Labeler

Labeler is a component in Finetuner. It contains a backend and a frontend UI. Given unlabeled data and an embedding model or general model, Labeler asks human for labeling data, trains model, conducts active learning and then asks better question for labeling.

Algorithms such as few-shot learning, negative sampling, active learning are implemented in the Labeler.
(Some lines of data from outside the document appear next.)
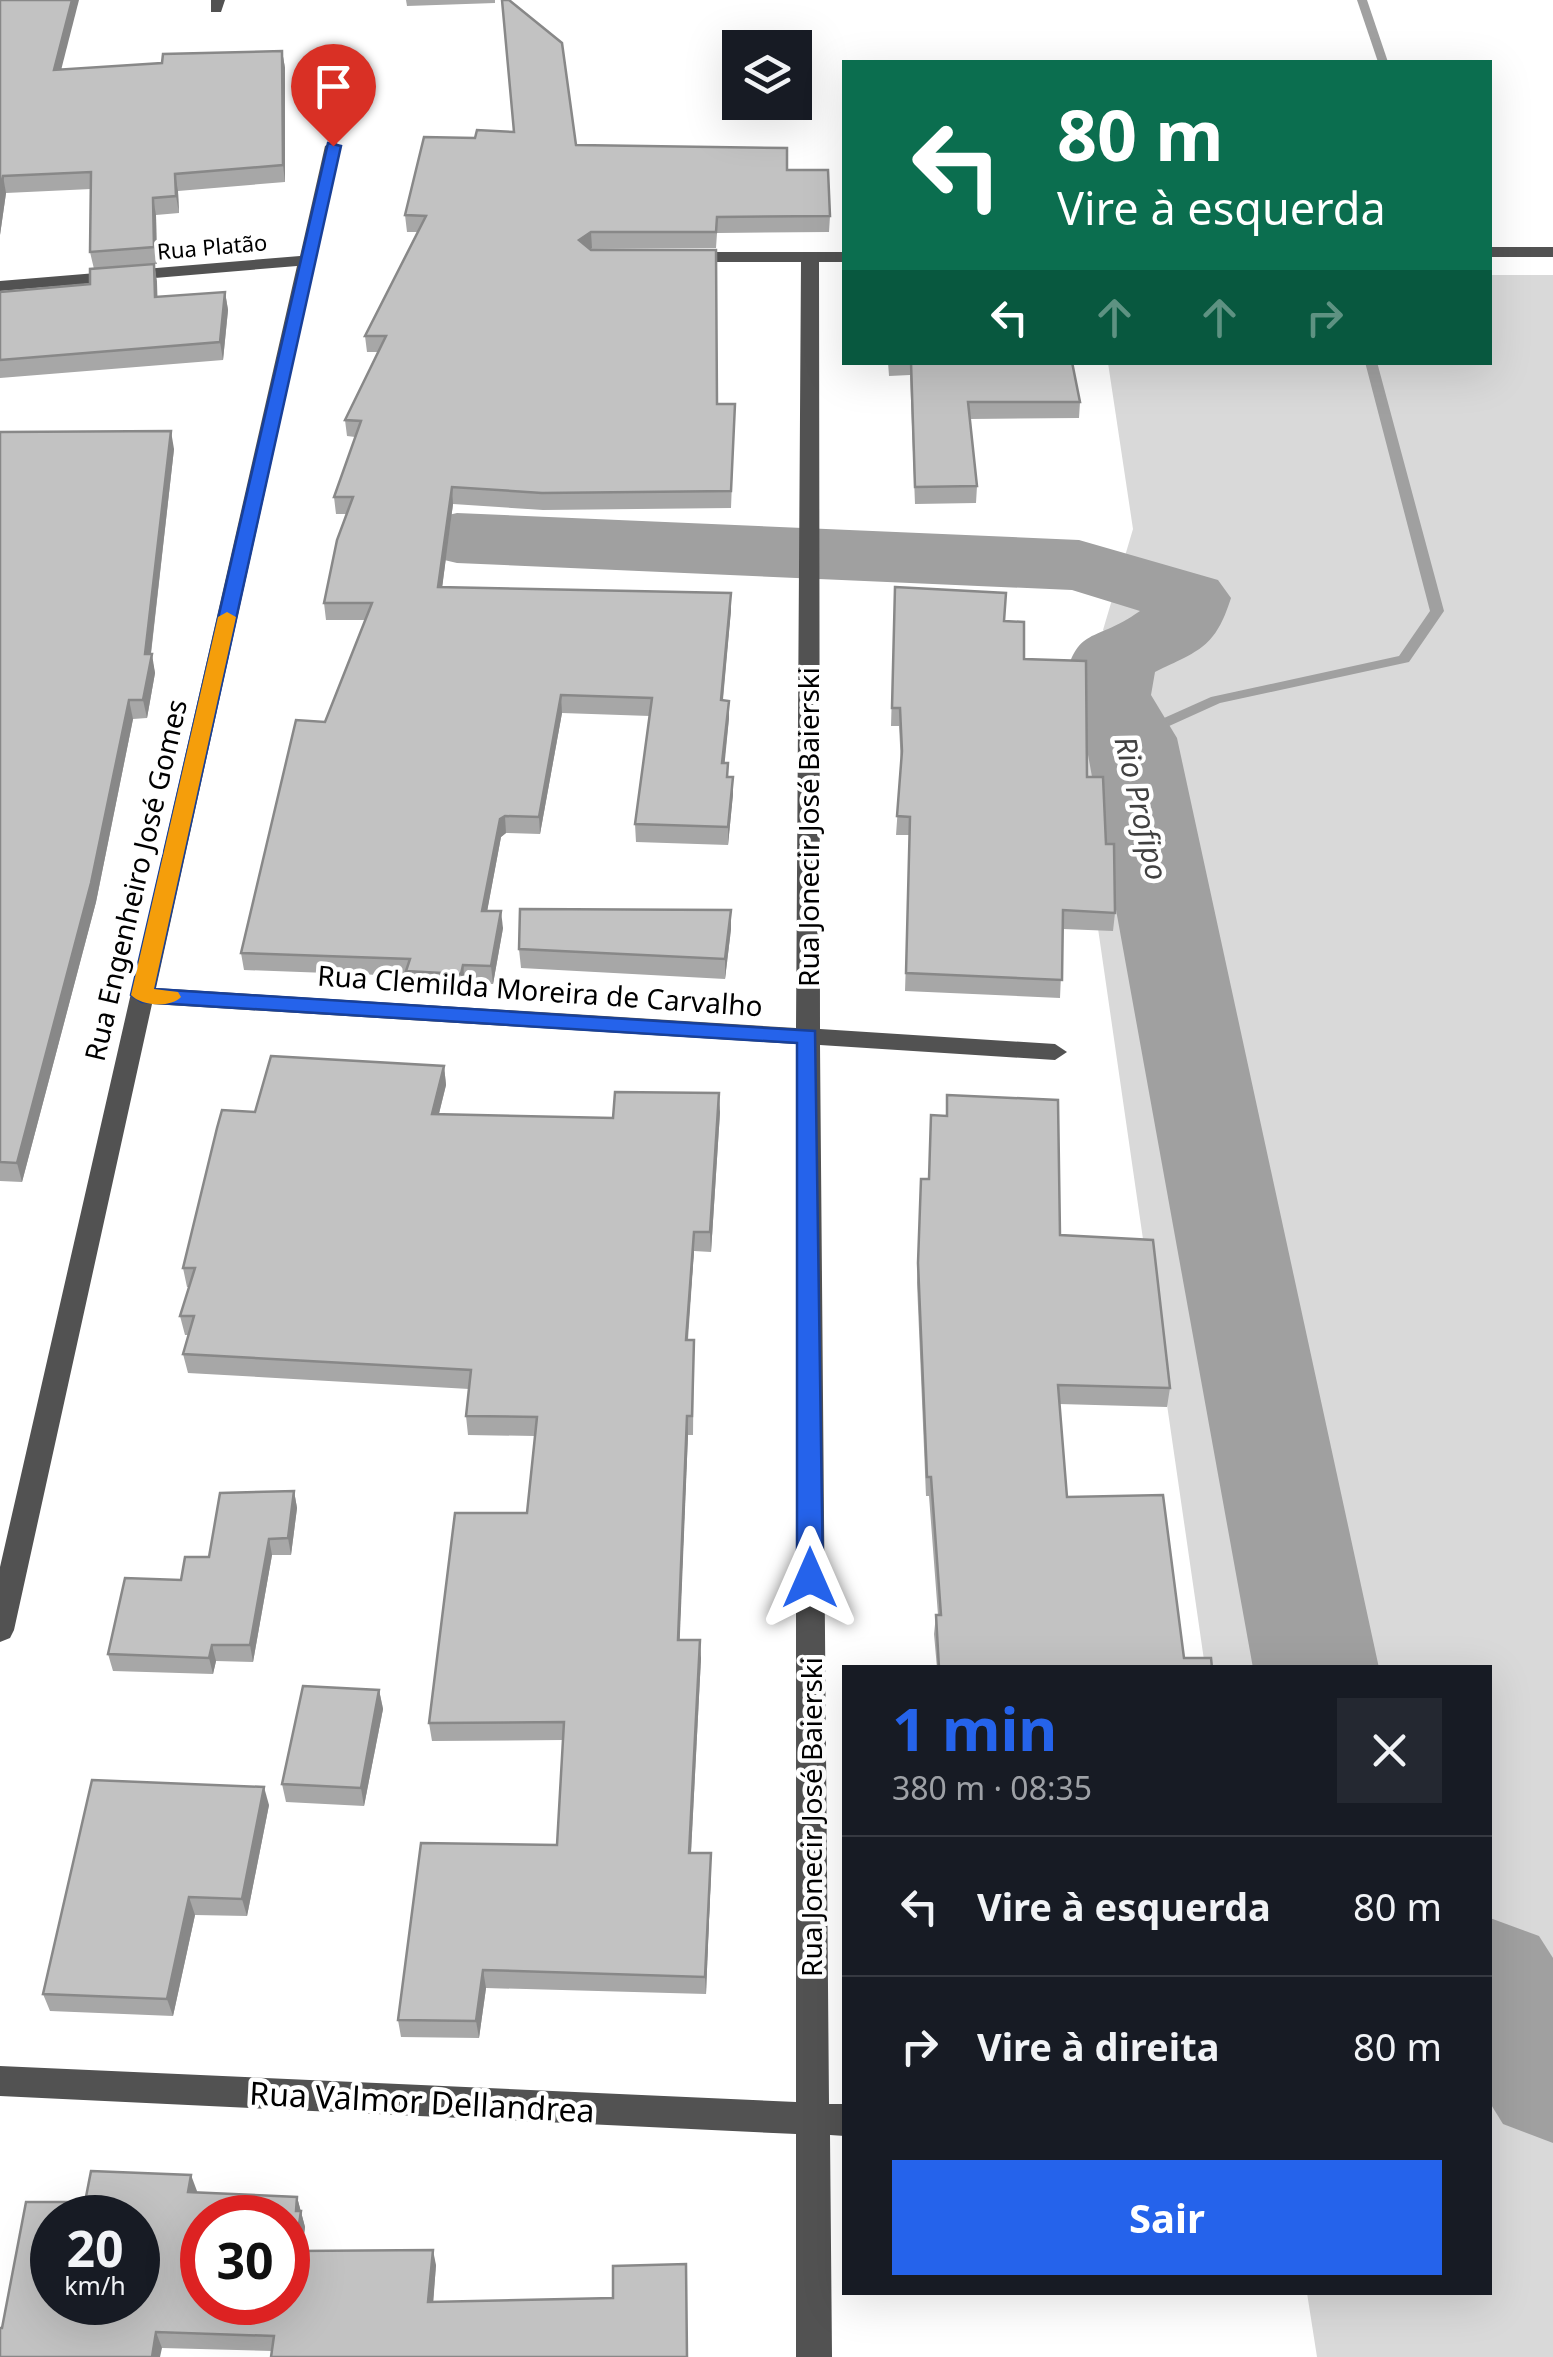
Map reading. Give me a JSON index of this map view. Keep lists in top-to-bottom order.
{
  "streets": {
    "street": [
      "Rua Platão",
      "Rua Jonecir José Baierski",
      "Rua Engenheiro José Gomes",
      "Rua Clemilda Moreira de Carvalho",
      "Rua Valmor Dellandrea"
    ]
  },
  "crossings": [
    ["Rua Platão", "Rua Engenheiro José Gomes"],
    ["Rua Jonecir José Baierski", "Rua Clemilda Moreira de Carvalho"],
    ["Rua Jonecir José Baierski", "Rua Valmor Dellandrea"],
    ["Rua Engenheiro José Gomes", "Rua Clemilda Moreira de Carvalho"]
  ],
  "water": ["Rio Profipo"],
  "page": {
    "turn": ["80 m", "Vire à esquerda"],
    "heading": ["1 min", "380 m · 08:35"],
    "list": [
      {
        "name": "Vire à esquerda",
        "value": "80 m"
      },
      {
        "name": "Vire à direita",
        "value": "80 m"
      }
    ],
    "buttons": "Sair",
    "speed": "20 km/h",
    "limit": "30"
  }
}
Labeler can also be used together with Tailor.

fit method

Use without Tailor

../../_images/labeler-case1.svg
import finetuner

finetuner.fit(
    embed_model,
    train_data=unlabeled_data,
    interactive=True
)

Use with Tailor

../../_images/labeler-case2.svg
import finetuner

finetuner.fit(
    general_model,
    train_data=labeled_data,
    interactive=True,
    to_embedding_model=True,
    output_dim=100
)

Run Labeler interactively

Once you run the code above, you may get the following output in the console:

      [email protected][W]: Using Thread as runtime backend is not recommended for production purposes. It is just supposed to be used for easier debugging. Besides the performance considerations, it isspecially dangerous to mix `Executors` running in different types of `RuntimeBackends`.
      [email protected][W]: Using Thread as runtime backend is not recommended for production purposes. It is just supposed to be used for easier debugging. Besides the performance considerations, it isspecially dangerous to mix `Executors` running in different types of `RuntimeBackends`.
        [email protected][W]: Using Thread as runtime backend is not recommended for production purposes. It is just supposed to be used for easier debugging. Besides the performance considerations, it isspecially dangerous to mix `Executors` running in different types of `RuntimeBackends`.
        [email protected][W]: The runtime HTTPRuntime will not be able to handle termination signals.  RuntimeError('set_wakeup_fd only works in main thread')
           [email protected][I]:🎉 Flow is ready to use!
	🔗 Protocol: 		HTTP
	🏠 Local access:	0.0.0.0:61130
	🔒 Private network:	172.18.1.109:61130
	🌐 Public address:	94.135.231.132:61130
	💬 Swagger UI:		http://localhost:61130/docs
	📚 Redoc:		http://localhost:61130/redoc
UserWarning: ignored unknown argument: ['thread']. (raised from /Users/hanxiao/Documents/jina/jina/helper.py:685)
⠴ Working... ━╸━━━━━━━━━━━━━━━━━━━━━━━━━━━━━━━━━━━━━━━ 0:00:00 estimating...            [email protected][I]:Finetuner is available at http://localhost:61130/finetuner

All UserWarnings can be ignored. After a few seconds, your browser will open the Labeler UI. If not (depending on your operating system/browser setup), you can find the URL in the terminal and then open it manually. For example,

[email protected][I]:Finetuner is available at http://localhost:61130/finetuner

Tip

While the frontend may already show examples to label, you may observe a progress bar on the backend that keeps showing Working.... This is because it is still loading your complete input data into the Labeler. The Labeler is designed in an “async” way so that you can directly start labeling without waiting for all data to load.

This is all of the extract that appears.